=== WHAT YOU HAVE TO DO ===
Copy each line of the data that has "setLineDash" in it.

=== TASK MATERIAL ===
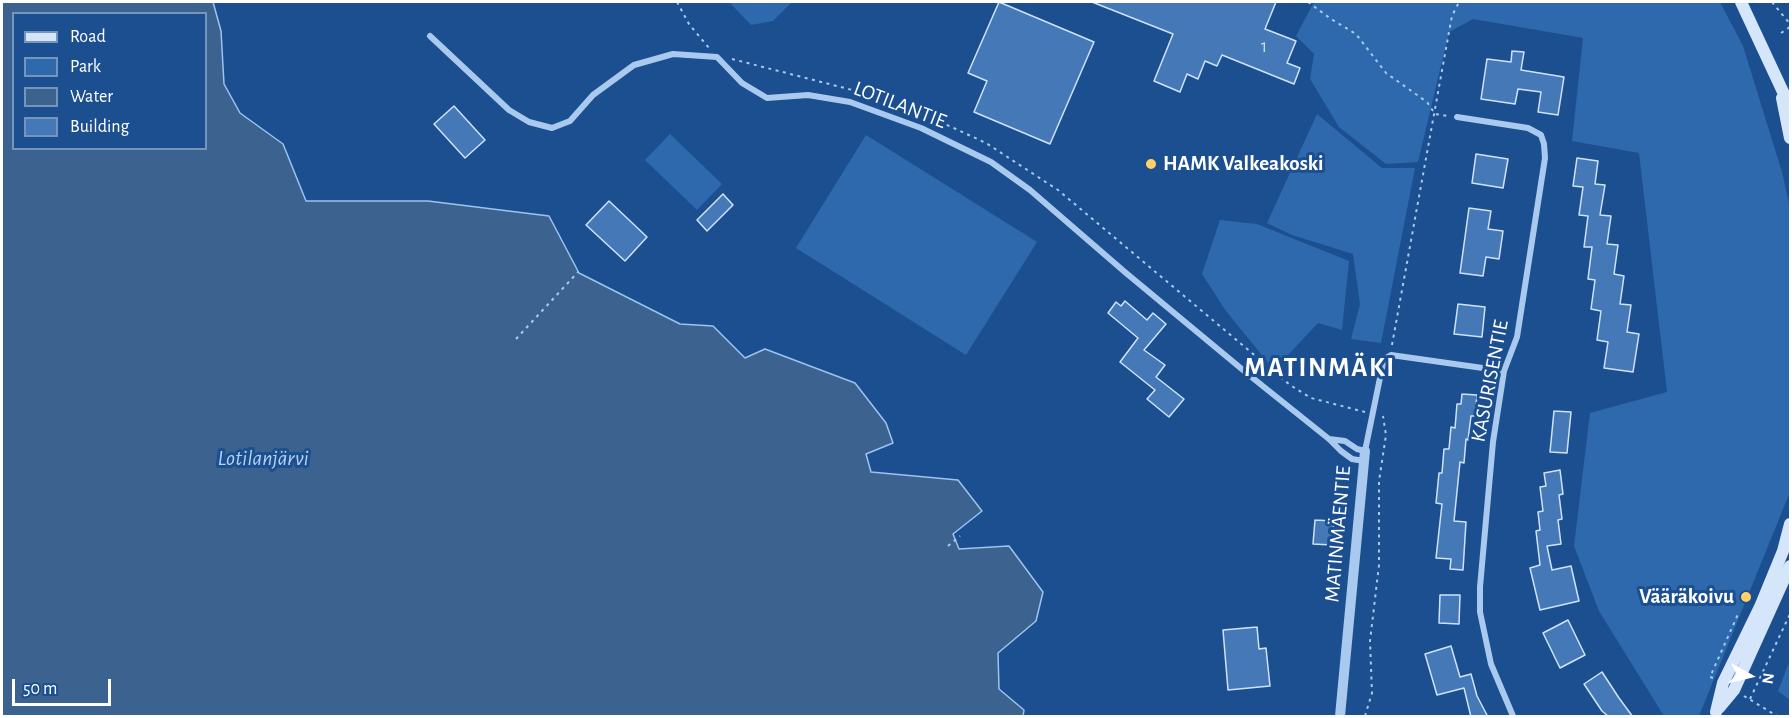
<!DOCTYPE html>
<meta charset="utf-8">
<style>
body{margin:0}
#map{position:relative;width:1792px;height:718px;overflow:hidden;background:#1b4f8f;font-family:"Alegreya Sans",sans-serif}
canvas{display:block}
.frame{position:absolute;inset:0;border:3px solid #fff;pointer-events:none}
.legend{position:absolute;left:12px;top:12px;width:195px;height:138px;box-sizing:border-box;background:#1b4f8f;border:2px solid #7695bc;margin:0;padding:8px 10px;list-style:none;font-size:18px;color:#fff}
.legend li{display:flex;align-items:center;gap:12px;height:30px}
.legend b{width:30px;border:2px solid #7695bc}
.north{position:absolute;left:1720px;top:646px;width:60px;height:60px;-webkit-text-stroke:4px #1b4f8f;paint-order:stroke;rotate:98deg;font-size:16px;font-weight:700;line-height:24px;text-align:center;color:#fff}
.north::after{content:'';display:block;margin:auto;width:21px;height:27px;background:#fff;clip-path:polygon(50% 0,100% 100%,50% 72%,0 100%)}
.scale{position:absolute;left:12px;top:679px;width:99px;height:27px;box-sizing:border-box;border:3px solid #fff;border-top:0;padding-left:8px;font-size:18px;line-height:21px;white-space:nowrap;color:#fff;-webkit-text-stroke:4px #1b4f8f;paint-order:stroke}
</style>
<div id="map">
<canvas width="1792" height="718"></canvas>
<div class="frame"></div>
<ul class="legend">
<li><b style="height:8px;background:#d6e6fa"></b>Road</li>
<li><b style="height:16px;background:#2e69ad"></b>Park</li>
<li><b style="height:16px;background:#3c6290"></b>Water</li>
<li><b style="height:16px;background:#4478b7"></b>Building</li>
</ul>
<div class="north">N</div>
<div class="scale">50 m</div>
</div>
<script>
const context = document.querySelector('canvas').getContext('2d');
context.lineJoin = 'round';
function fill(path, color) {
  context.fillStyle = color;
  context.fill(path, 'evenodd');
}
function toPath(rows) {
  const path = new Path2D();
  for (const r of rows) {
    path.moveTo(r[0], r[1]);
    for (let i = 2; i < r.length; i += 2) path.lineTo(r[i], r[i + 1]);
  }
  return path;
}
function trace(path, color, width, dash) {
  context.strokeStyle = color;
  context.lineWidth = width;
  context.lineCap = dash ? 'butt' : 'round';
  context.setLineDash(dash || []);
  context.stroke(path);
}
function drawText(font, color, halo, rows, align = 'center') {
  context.font = font + ' "Alegreya Sans",sans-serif';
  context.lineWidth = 6;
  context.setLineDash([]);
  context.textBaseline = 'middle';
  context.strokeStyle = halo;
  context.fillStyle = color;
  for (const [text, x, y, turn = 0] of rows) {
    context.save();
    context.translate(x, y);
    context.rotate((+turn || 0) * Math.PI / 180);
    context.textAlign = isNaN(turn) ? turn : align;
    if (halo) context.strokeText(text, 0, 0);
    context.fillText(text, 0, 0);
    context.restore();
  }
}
const green = toPath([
 [729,2,792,2,773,21,751,25],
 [1314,2,1720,2,1743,46,1782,172,1790,208,1790,492,1699,716,1664,716,1599,611,1574,546,1590,413,1667,392,1639,153,1572,141,1583,38,1473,19,1449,32,1418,162,1386,164,1339,127,1310,79,1314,54,1296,36],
 [1317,114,1382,168,1415,168,1381,343,1351,339,1360,304,1353,254,1292,235,1267,223],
 [670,134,722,184,697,210,645,160],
 [866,135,1037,242,966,355,796,248],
 [1220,220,1257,224,1349,261,1342,330,1318,323,1274,370,1226,311,1202,274],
 [1790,660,1790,700,1778,691]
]);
const water = toPath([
 [2,2,213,2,221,31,224,84,240,113,283,144,306,201,428,201,549,216,579,273,680,324,713,326,745,358,765,349,855,383,886,423,893,443,866,454,871,472,958,480,982,511,953,534,959,549,1009,546,1043,592,1036,621,998,653,999,689,1024,710,1023,716,2,716,2,2],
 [14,14,206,14,206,148,14,148,14,14]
]);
const building = toPath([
 [999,2,1094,42,1050,144,974,112,987,81,968,73,999,2],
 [1092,2,1276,2,1265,29,1296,41,1287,63,1300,68,1294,84,1222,55,1217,66,1205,61,1198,79,1187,74,1180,92,1154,81,1173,34,1092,2],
 [1512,51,1524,52,1521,70,1564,77,1558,115,1538,112,1541,92,1518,89,1515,104,1481,99,1487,59,1511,62,1512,51],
 [454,106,485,140,465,158,434,124,454,106],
 [1476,154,1508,159,1503,188,1472,183,1476,154],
 [1577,158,1598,161,1595,184,1605,185,1600,215,1611,216,1607,244,1618,245,1614,274,1624,276,1620,304,1631,305,1627,332,1639,334,1633,372,1604,368,1608,342,1597,340,1601,311,1591,309,1595,280,1588,279,1592,247,1584,247,1588,216,1579,215,1583,187,1573,186,1577,158],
 [723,194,733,205,707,231,697,220,723,194],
 [609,201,647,237,625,261,586,225,609,201],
 [1469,208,1491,211,1488,229,1503,231,1499,259,1486,257,1483,276,1460,273,1469,208],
 [1125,301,1147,320,1153,313,1166,324,1144,350,1165,365,1156,377,1184,399,1169,417,1147,399,1155,390,1120,362,1138,338,1108,313,1116,302,1121,306,1125,301],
 [1458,304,1485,307,1482,337,1454,334,1458,304],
 [1462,394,1477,395,1475,416,1471,416,1468,440,1466,439,1464,463,1460,462,1454,521,1466,522,1463,570,1450,569,1451,559,1436,558,1442,504,1436,503,1439,473,1442,473,1444,449,1449,449,1451,427,1455,428,1457,404,1461,404,1462,394],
 [1554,411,1571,412,1567,453,1550,452,1554,411],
 [1560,470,1563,494,1559,495,1562,519,1558,520,1561,544,1547,546,1552,570,1571,566,1579,601,1540,610,1530,568,1540,565,1536,531,1540,530,1538,512,1543,511,1540,487,1546,486,1544,473,1560,470],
 [1315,520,1334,521,1332,545,1313,544,1315,520],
 [1440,595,1460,595,1459,624,1439,623,1440,595],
 [1568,620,1585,655,1560,668,1543,633,1568,620],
 [1257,627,1259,649,1266,648,1270,686,1228,690,1223,630,1257,627],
 [1451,646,1460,677,1471,674,1477,696,1488,717,1471,717,1464,688,1437,695,1425,654,1451,646],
 [1602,672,1619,698,1633,717,1609,717,1602,711,1584,684,1602,672]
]);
const path = toPath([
 [677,2,689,24,709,48],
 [1308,2,1331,19,1356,34,1386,73,1427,102,1435,114,1448,116],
 [1772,2,1790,24],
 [1781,33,1790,27],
 [732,59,868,94,932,118,986,143,1058,190,1290,385,1311,398,1365,412],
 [516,339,578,272],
 [1392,345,1449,32,1452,16,1459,2],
 [948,546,960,536],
 [1713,678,1710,677,1739,612],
 [1744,696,1777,716],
 [1750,699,1790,614],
 [1365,716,1372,693,1370,641,1379,565,1379,481,1386,435,1383,416]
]);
const minor = toPath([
 [430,36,509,110,529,122,552,128,570,121,593,95,634,65,673,54,717,57,742,83,767,98,808,95,850,102,921,128,991,162,1030,190,1126,273,1249,375,1329,439,1341,451,1352,459,1364,461],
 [1457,117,1528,128,1541,135,1544,144,1545,158,1517,337,1504,371,1493,442,1480,587,1480,612,1491,664,1513,716],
 [1329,439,1345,441,1357,449,1365,451,1382,368,1386,358,1391,355,1504,371]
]);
const tertiary = toPath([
 [1340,716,1365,451]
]);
const secondary = toPath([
 [1741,2,1790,107],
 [1782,98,1790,138],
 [1719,708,1734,690,1790,566],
 [1716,712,1723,683,1760,607,1783,551,1790,524]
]);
const markers = [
 [1151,164,6,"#ffd166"],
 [1746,597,6,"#ffd166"]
];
const numberNames = [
 ["1",1264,47]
];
const streetNames = [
 ["LOTILANTIE",900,105,21],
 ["KASURISENTIE",1490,381,-79],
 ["MATINMÄENTIE",1338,534,-85]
];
const poiNames = [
 ["HAMK Valkeakoski",1163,164],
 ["Vääräkoivu",1734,597,"right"]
];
const waterNames = [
 ["Lotilanjärvi",263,458]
];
const districtNames = [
 ["MATINMÄKI",1320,368]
];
fill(green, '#2e69ad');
fill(water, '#3c6290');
trace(water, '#9cc4f0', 1.5);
fill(building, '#4478b7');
trace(building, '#cfe3fa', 1.5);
trace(path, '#a9c9ee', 2, [3, 4.5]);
trace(minor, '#a9c9ee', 6);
trace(tertiary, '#a9c9ee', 10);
trace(secondary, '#d6e6fa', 12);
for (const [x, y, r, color] of markers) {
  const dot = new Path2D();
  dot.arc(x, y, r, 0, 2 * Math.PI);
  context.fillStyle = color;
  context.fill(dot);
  trace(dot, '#1b4f8f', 2);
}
drawText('18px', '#d0dded', null, numberNames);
drawText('21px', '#fff', '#1b4f8f', streetNames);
drawText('bold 21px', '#fff', '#1b4f8f', poiNames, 'left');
drawText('italic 22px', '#b5d3f5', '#1b4f8f', waterNames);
context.letterSpacing = '1.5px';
drawText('bold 27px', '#fff', '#1b4f8f', districtNames);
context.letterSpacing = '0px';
</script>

=== SOLVED PROBLEM ===
  context.setLineDash(dash || []);
  context.setLineDash([]);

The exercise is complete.